How Do We Manage the Crowd?

Published on March 2, 2021

Bauer Researchers Examine Method for Shaping UGC Creative Content Online

Professor and Bauer Senior Fellow Yili “Kevin” Hong

You don’t have to look beyond online platforms like Reddit, Facebook, Yelp and multiple others to understand why there is keen interest in uncovering new ways to help shape user-generated content (UGC).

The fallout from a much-publicized organized buyup of GameStop stocks by a Reddit subgroup of investors comes to mind. Facebook’s ongoing efforts to weed out posts containing erroneous political information, and to correctly target users’ newsfeeds with relevant content is yet another example.

A recent paper from a team of Information Sciences (IS) researchers that includes C. T. Bauer College of Business Professor and Bauer Senior Fellow Yili (Kevin) Hong, begins to answer a timely question for platform operators, “How do we manage the crowd?” The research, “How Do Peer Awards Motivate Creative Content? Experimental Evidence from Reddit,” (Gordon Burtch, Qinglai He,Hong, Dokyun Lee), forthcoming in the Top Tier academic journal Management Science, identifies a method for shaping UGC creative content online.

Hong and Gordon Burtch, Associate Professor and McKnight Presidential Fellow at the University of Minnesota, recently discussed their research, which involved randomly awarding peer awards to 905 Reddit users who posted their creative writing in a novel-writing subgroup over a two-month period.

The research team, including He, an Arizona State University doctoral student (joining University of Wisconsin Madison as an Assistant Professor this fall) and Lee, an Assistant Professor at Carnegie Mellon University, predicted that the writers who received the peer awards would produce a larger volume of content, particularly for new community members. They measured novelty in two ways: The addition of new users, who are shown to bring a fresh perspective to the community, or existing users’ whose contributions showed experimentation. The authors showed that award recipients produced contents with textual similarity to their awarded content. They concluded that “because the effects were most pronounced among new community members, who also produce content that in general is systematically more novel than that of established members to begin with, this process yields a desirable outcome: larger volumes of generally novel UGC for the community.”

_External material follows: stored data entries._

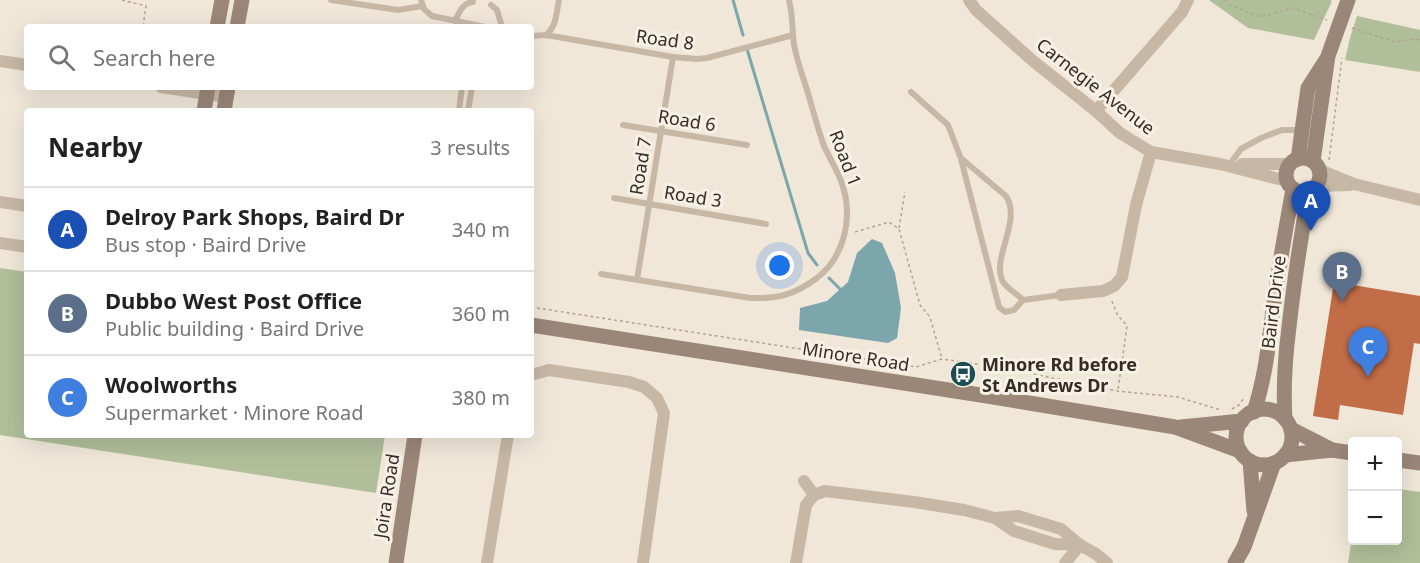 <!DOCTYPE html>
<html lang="en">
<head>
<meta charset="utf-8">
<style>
	:root { --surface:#fff; --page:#f6f6f6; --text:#222; --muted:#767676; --line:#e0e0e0; --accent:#1e4c53 }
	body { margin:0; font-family:"Noto Sans",sans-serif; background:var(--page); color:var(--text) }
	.controls { position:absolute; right:18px; bottom:18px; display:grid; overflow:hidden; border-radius:6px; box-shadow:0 6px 24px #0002 }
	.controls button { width:54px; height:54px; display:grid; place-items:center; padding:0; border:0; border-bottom:2px solid var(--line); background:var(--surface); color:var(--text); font:30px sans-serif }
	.you { position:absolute; left:780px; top:266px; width:21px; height:21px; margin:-15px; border:4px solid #fff; border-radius:50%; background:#1a73e8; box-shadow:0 0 0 9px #1a73e833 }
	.badge { display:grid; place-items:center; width:39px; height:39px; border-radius:50%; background:var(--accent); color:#fff; font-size:20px; font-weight:700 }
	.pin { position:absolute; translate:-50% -50px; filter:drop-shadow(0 2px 3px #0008) }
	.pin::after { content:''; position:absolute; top:32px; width:21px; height:18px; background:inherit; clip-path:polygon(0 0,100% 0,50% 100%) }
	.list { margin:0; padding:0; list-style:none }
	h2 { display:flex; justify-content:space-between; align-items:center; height:78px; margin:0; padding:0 24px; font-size:26px }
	h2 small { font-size:20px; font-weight:400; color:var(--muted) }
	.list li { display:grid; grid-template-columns:39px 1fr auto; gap:18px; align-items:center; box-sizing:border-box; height:84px; padding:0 24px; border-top:2px solid var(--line) }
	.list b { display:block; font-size:22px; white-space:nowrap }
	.list p { margin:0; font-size:20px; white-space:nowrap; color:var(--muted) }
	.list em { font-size:20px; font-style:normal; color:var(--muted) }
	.icon { flex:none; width:33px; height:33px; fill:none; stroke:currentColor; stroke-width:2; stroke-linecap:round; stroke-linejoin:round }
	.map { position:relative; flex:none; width:1420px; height:563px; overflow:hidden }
	.search { position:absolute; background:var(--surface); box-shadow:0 6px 24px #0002; left:24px; top:24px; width:510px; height:66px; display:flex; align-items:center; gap:15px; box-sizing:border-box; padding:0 21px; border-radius:6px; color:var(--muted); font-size:22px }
	.panel { position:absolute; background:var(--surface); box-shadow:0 6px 24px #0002; left:24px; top:108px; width:510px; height:330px; border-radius:6px }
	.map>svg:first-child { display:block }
	.green { fill:#b0be9a }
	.water { fill:#7aa6ac }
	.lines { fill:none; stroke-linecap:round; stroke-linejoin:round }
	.stream { stroke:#7aa6ac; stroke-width:3 }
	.building { fill:#c16d47 }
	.path { stroke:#b3a290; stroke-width:1.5; stroke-dasharray:3 3; stroke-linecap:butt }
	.lane { stroke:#c7b8a6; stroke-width:6 }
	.street { stroke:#c7b8a6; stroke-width:12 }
	.secondary { stroke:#9b8778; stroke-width:15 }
	.labels { text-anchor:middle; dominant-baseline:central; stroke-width:6; stroke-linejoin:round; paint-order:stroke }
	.street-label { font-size:18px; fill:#342c27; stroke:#f8f1e5 }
	.poi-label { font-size:18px; font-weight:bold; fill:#342c27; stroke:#f8f1e5; text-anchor:start }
</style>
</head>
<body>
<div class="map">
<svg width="1420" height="563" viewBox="0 0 1420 563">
	<rect width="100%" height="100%" fill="#f0e7d9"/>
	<g class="green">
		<polygon points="1209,0 1330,0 1332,1 1314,40 1248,28"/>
		<polygon points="1357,16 1420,30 1420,72 1345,60 1350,38"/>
		<polygon points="0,268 27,272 27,435 385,435 376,493 0,435"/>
		<polygon points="1398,489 1420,492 1420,563 1348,563 1352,537 1352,540 1398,540"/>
	</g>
	<polygon class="water" points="872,239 882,243 895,273 901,308 897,338 888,343 799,330 800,308 827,301 848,282 857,253"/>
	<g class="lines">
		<g class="stream">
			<polyline points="733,0 743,35"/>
			<polyline points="747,49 808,253 817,265"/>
			<polyline points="829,278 843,292"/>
		</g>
	</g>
	<polygon class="building" points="1334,282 1420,296 1420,344 1414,343 1403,415 1340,405 1338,420 1313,416"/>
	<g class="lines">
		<g class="path">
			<polyline points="122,0 146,6 143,27"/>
			<polyline points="1225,0 1228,4 1260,17 1293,8 1327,20"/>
			<polyline points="1352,28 1395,42 1413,39 1420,40"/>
			<polyline points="1329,160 1342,58"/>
			<polyline points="899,228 905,192"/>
			<polyline points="855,232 889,222 899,229 920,305 930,317 942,359"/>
			<polyline points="1112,301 1117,314 1127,326 1118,390"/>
			<polyline points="531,307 916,367 942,359 1003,368 1117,391 1178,397 1217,409 1222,409"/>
			<polyline points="1232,409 1239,405 1244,398"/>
		</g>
		<g class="lane">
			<polyline points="331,0 398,10 422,6"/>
			<polyline points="421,0 424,9 432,16 485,27"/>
			<polyline points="491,5 497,10 502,27"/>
			<path d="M455 21C459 13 462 3 473 2"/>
			<path d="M546 35C557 26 556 13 559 0"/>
			<polyline points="531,36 546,35 673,57 697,59 707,58 793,35"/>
			<polyline points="911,92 948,125 961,159 999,307 1005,312 1014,310 1023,300 1061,295"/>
			<polyline points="459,111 462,87"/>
			<polyline points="468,111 472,87"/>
			<polyline points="623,125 747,145"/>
			<path d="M962 159 1006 196C1022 220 992 257 1002 280 1006 289 1017 293 1023 300"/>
			<polyline points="1230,164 1241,149 1261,138 1282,130 1302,130"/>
			<polyline points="614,198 766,224"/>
			<path d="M601 274 750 298C778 299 794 295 817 278 844 257 853 219 843 187 839 172 830 160 824 146 818 129 813 111 808 93 803 77 797 61 794 45 792 30 793 15 789 0"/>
			<polyline points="637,280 673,57"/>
		</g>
		<g class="street">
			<polyline points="969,0 976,10 1033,61 1096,111 1120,133 1151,152 1220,164 1287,181"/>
			<polyline points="0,61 27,65"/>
			<polyline points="161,87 226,97"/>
			<polyline points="1096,111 1182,12 1188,0"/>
			<polyline points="1242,164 1289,164"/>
			<polyline points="1320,170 1354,184 1420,200"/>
			<polyline points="1317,186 1350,185"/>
			<polyline points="0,202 27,206"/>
			<polyline points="0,243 27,247"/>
			<polyline points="1061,295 1103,291 1114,286 1122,277 1136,205 1151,152"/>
			<polyline points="531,375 549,370 629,382 644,387 657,398 664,413 643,563"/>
			<polyline points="804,481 814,495"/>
			<polyline points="995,518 1018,516 1061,529 1080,545 1096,554 1107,563"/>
			<polyline points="487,563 508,435"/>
			<polyline points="796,563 806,505 814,495 825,491 914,502 964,510 995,518 1014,531 1055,544 1080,545"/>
			<polyline points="1065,563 1080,545"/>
		</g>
		<g class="secondary">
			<polyline points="217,27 222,0"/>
			<polyline points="237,27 242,0"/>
			<polyline points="204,111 208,87"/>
			<polyline points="224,111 228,87"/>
			<circle cx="1303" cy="175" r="17"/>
			<polyline points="1298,159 1308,88 1326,60"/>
			<polyline points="1313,161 1328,56 1348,0"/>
			<polyline points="531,325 987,396 1175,427 1240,451"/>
			<circle cx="1264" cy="437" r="28"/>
			<path d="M1254 412C1266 375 1269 340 1274 303 1279 265 1286 227 1293 189"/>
			<path d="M1285 419C1283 388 1285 358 1289 327 1294 282 1301 236 1309 191"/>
			<polyline points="1181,427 1242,421"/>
			<polyline points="1291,429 1332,450"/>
			<polyline points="1285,455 1332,450 1352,453"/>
			<polyline points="1398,460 1420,463"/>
			<polyline points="1250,461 1254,511"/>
			<polyline points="396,563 415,435"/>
			<polyline points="1235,563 1244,547 1274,463"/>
		</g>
	</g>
	<defs>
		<g id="bus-disc" transform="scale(1.35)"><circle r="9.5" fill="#1e4c53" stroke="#f8f1e5"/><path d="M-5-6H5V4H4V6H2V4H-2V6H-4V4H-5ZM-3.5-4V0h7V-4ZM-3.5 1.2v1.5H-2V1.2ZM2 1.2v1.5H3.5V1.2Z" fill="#fff"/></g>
	</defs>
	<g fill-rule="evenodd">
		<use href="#bus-disc" x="963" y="374"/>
	</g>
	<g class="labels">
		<g class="street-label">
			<text transform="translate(665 39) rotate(8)">Road 8</text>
			<text transform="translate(1096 86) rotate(38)">Carnegie Avenue</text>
			<text transform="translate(687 120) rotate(9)">Road 6</text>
			<text transform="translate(846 158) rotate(69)">Road 1</text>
			<text transform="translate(640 166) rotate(-81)">Road 7</text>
			<text transform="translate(693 196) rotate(9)">Road 3</text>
			<text transform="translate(1273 302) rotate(-83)">Baird Drive</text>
			<text transform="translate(856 356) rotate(9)">Minore Road</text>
			<text transform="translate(386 496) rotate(-81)">Joira Road</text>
		</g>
		<g class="poi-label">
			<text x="982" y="364">Minore Rd before<tspan x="982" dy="21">St Andrews Dr</tspan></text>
		</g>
	</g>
</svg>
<div class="controls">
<button>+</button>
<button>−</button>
</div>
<div class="you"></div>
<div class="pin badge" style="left:1311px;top:231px;background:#1a4fb4">A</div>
<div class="pin badge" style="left:1342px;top:302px;background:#5c6f8a">B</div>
<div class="pin badge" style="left:1368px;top:377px;background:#3f7fe0">C</div>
<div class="search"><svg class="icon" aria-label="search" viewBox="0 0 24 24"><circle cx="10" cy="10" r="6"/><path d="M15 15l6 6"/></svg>Search here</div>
<section class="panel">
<h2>Nearby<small>3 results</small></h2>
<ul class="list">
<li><span class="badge" style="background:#1a4fb4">A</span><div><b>Delroy Park Shops, Baird Dr</b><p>Bus stop · Baird Drive</p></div><em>340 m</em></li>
<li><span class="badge" style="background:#5c6f8a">B</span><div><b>Dubbo West Post Office</b><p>Public building · Baird Drive</p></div><em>360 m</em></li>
<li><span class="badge" style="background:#3f7fe0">C</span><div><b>Woolworths</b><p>Supermarket · Minore Road</p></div><em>380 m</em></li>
</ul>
</section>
</div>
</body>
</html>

“Peer recognition and a feeling of inclusion are particularly meaningful for new community members,” Hong said. “This can be an effective tool to obtain new users and to retain them long-term.”

In designing the study, researchers have also advanced researchers’ ability to extract meaningful information from creative text using machine learning, an emerging area of IS research that holds more challenges than mining more easily quantifiable data.

“This is quite on the leading edge of new research,” Hong said. “We are looking at novelty and creativity, how do we measure them?  It involves extracting information from alternative, non-numerical data sources and processing these textual documents into numerical values to create a meaningful interpretation of them.” 

The work also provides new insights in the long-standing study of the role of incentive and rewards in motivating employees, Burtch said, with the Internet setting introducing a host of new factors to be considered from a research perspective.

“With these rewards, it’s not clear who gave it to them,” Burtch said. “You don’t know who’s giving it to you and you don’t know why they’re giving it to you, or if one person’s opinion is representative of the larger audience. But our research shows the rewards are motivational to a significant degree.”

The ability of peer awards to influence community-building is an area the researchers are looking at further, especially in the context of political divisiveness, Burtch said.

“As a community building tool, if you deploy this thing, does the community become more cohesive? Could it be used as a digital intervention in preventing ‘fake news’?”

With so many further streams of research left unexplored, the existing work’s importance can be summed up simply, Hong said.

“Ultimately, our findings suggest a way for new platforms to retain new users and encourage their long-term engagement.”

Hong serves as Director of Bauer College Ph.D. Programs in addition to researching and teaching as a faculty member in Bauer’s Department of Decision and Information Sciences. He is a Senior Editor of Production and Operations Management, and an Associate Editor of Information Systems Research (ISR) and the Journal of the Association for Information Systems (all Tier 1 journals).

An expert on digital platforms, future of work, and human-AI interaction, Hong was ranked #3 in the world in his field, based on publications in the Top 4 Management Information Systems (MIS) journals between 2016 and 2018. He has also been a research scientist for a number of tech companies, including Alibaba, Lyft, Freelancer, Magene, fits.me, Summer, and Picmonic.